Mario Draghi, Roberta Metsola, Andrej Plenković : qui pour remplacer la présidente de la Commission ?
Sans majorité clairement favorable à Ursula von der Leyen au Parlement, le Conseil européen pourrait-il choisir de nommer un autre candidat ? Si elle reste favorite, d’autres noms circulent en effet pour présider la Commission, à commencer par celui de Mario Draghi, ancien président de la Banque centrale européenne. Une candidature qui pourrait avoir les faveurs d’Emmanuel Macron. Dans un entretien à Politico, l’eurodéputé Pascal Canfin, qui figure en quatrième position sur la liste de la majorité présidentielle, affirmait que « la France et tout l’écosystème présidentiel aimeraient que Mario Draghi joue un rôle ».

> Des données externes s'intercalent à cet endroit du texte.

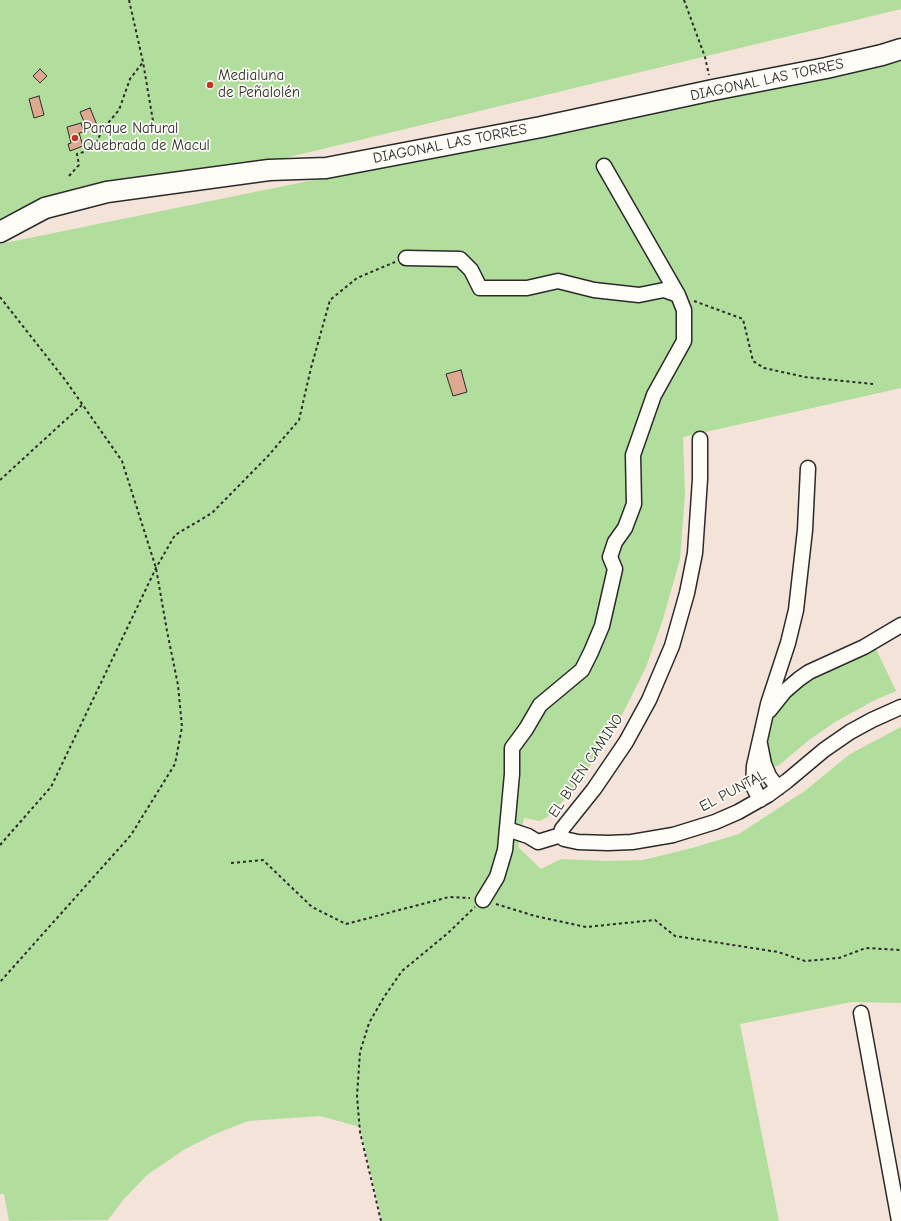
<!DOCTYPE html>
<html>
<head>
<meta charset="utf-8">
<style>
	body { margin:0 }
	canvas { display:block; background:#f3e3d8 }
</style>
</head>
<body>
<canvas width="901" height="1221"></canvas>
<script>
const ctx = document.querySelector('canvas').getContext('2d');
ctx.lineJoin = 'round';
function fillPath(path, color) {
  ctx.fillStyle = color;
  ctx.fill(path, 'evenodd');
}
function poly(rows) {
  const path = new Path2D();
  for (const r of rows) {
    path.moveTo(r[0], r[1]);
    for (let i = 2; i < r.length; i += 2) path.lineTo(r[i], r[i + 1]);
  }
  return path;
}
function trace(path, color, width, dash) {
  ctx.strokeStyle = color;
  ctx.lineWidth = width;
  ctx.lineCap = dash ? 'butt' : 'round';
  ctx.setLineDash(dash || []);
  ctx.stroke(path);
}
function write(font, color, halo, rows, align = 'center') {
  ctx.font = font + ' "Comic Neue",sans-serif';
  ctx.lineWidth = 3.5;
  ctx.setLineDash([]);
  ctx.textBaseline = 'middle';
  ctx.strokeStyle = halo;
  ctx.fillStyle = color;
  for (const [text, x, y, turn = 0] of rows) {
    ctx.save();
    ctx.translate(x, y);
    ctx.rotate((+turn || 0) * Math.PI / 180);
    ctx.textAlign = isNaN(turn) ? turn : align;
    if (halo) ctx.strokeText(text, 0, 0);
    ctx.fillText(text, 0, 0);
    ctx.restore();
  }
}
fillPath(poly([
	[0,0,901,0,901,9,0,227],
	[901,60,901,388,683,437,685,493,680,559,663,619,646,667,615,729,576,787,549,816,540,821,524,818,518,847,541,869,561,859,606,861,643,860,692,848,739,834,806,790,850,754,901,727,901,1003,852,1002,740,1024,779,1221,382,1221,360,1127,320,1116,248,1121,215,1134,185,1149,147,1175,123,1200,108,1220,9,1221,4,1194,0,1194,0,244],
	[875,647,896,691,875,700,835,722,809,740,778,766,772,766,767,756,767,741,769,731,775,715,787,698,804,682]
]), '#b1de9c');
const building = poly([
	[40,69,47,76,40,83,33,76,40,69],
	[39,96,44,115,34,118,29,99,39,96],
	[90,108,97,125,87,129,80,112,90,108],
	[81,123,84,132,79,133,83,146,70,151,68,144,71,143,67,127,81,123],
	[461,370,467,392,453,396,446,374,461,370]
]);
fillPath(building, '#ddaa91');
trace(building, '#2b2b2b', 1);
const street = poly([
	[406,258,460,259,471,270,480,288,527,288,558,281,594,290,639,295,664,290,678,295],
	[769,711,785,691,799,679,809,672,864,647,901,625],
	[760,744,764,764,769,776,778,788],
	[760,800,753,786,754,766,768,704,788,643,796,610,805,530,808,468],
	[507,829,528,836,538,842,561,835],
	[561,835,562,829,594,789,626,742,649,700,672,646,687,593,695,553,700,479,700,439],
	[561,835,564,839,578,842,608,843,632,842,673,835,715,822,738,812,768,795,787,781,824,750,850,732,872,720,901,707],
	[483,900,497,877,505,850,512,774,512,748,526,729,540,705,582,670,591,652,602,626,615,569,610,557,615,542,625,528,634,504,633,455,654,395,684,341,684,310,678,295,604,166],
	[861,1013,899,1221]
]);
const secondary = poly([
	[0,232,45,208,107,192,269,170,326,168,541,127,713,90,826,68,882,55,901,49]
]);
trace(street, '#2b2b2b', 17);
trace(secondary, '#2b2b2b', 23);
trace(poly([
	[129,0,143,62,154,127],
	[684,0,705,57,709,75],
	[96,143,103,129,119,110,130,79,143,62],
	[69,176,79,165,77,154,97,148],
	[0,297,66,381,122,461,156,568,167,631,178,685,182,727,175,764,131,835,0,982],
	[694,301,743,319,753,361,764,368,805,377,873,384],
	[0,480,83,404],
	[0,845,51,787,156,568,175,535,212,513,268,456,299,420,311,368,330,300,357,278,395,262],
	[231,863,263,860,312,907,346,924,449,897,470,898],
	[496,904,535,916,586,927,655,920,675,936,778,952,805,961,839,958,866,948,901,950],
	[381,1221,360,1132,357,1096,360,1052,369,1023,384,997,402,971,448,933,475,907]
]), '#2b2b2b', 2, [3, 3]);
trace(street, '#fdfcf7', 14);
trace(secondary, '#fdfcf7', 20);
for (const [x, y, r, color] of [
	[210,85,4,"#c8321e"],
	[75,138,4,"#c8321e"]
]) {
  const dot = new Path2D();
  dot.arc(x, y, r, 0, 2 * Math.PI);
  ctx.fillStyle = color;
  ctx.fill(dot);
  trace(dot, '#fdfcf7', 1.5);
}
write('15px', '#2b2b2b', '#fdfcf7', [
	["Medialuna",218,76],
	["de Peñalolén",218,93],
	["Parque Natural",83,129],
	["Quebrada de Macul",83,146]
], 'left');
write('15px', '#2b2b2b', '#fdfcf7', [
	["DIAGONAL LAS TORRES",767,80,-12],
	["DIAGONAL LAS TORRES",450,144,-11],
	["EL BUEN CAMINO",586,766,-56],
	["EL PUNTAL",733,791,-28]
]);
</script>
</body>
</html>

« Si le Conseil nomme quelqu’un comme Mario Draghi, qui ne fait pas partie du PPE, alors il s’affranchit du processus défini par le traité de Lisbonne », observe Francisco Roa Bastos, jugeant donc sa nomination peu probable. Les noms de Roberta Metsola, actuelle présidente du Parlement européen, ou encore du Premier ministre croate Andrej Plenković, déjà candidat en 2019, circulent également pour faire de l’ombre à la candidate von der Leyen. Les Européens ne sont en tout cas pas à l’abri d’une surprise de dernière minute. En 2019, l’eurodéputé allemand Manfred Weber était le grand favori, désigné par le PPE pour prendre la tête de la Commission. Sans respecter le choix de la droite européenne, le Conseil avait finalement préféré Ursula von der Leyen.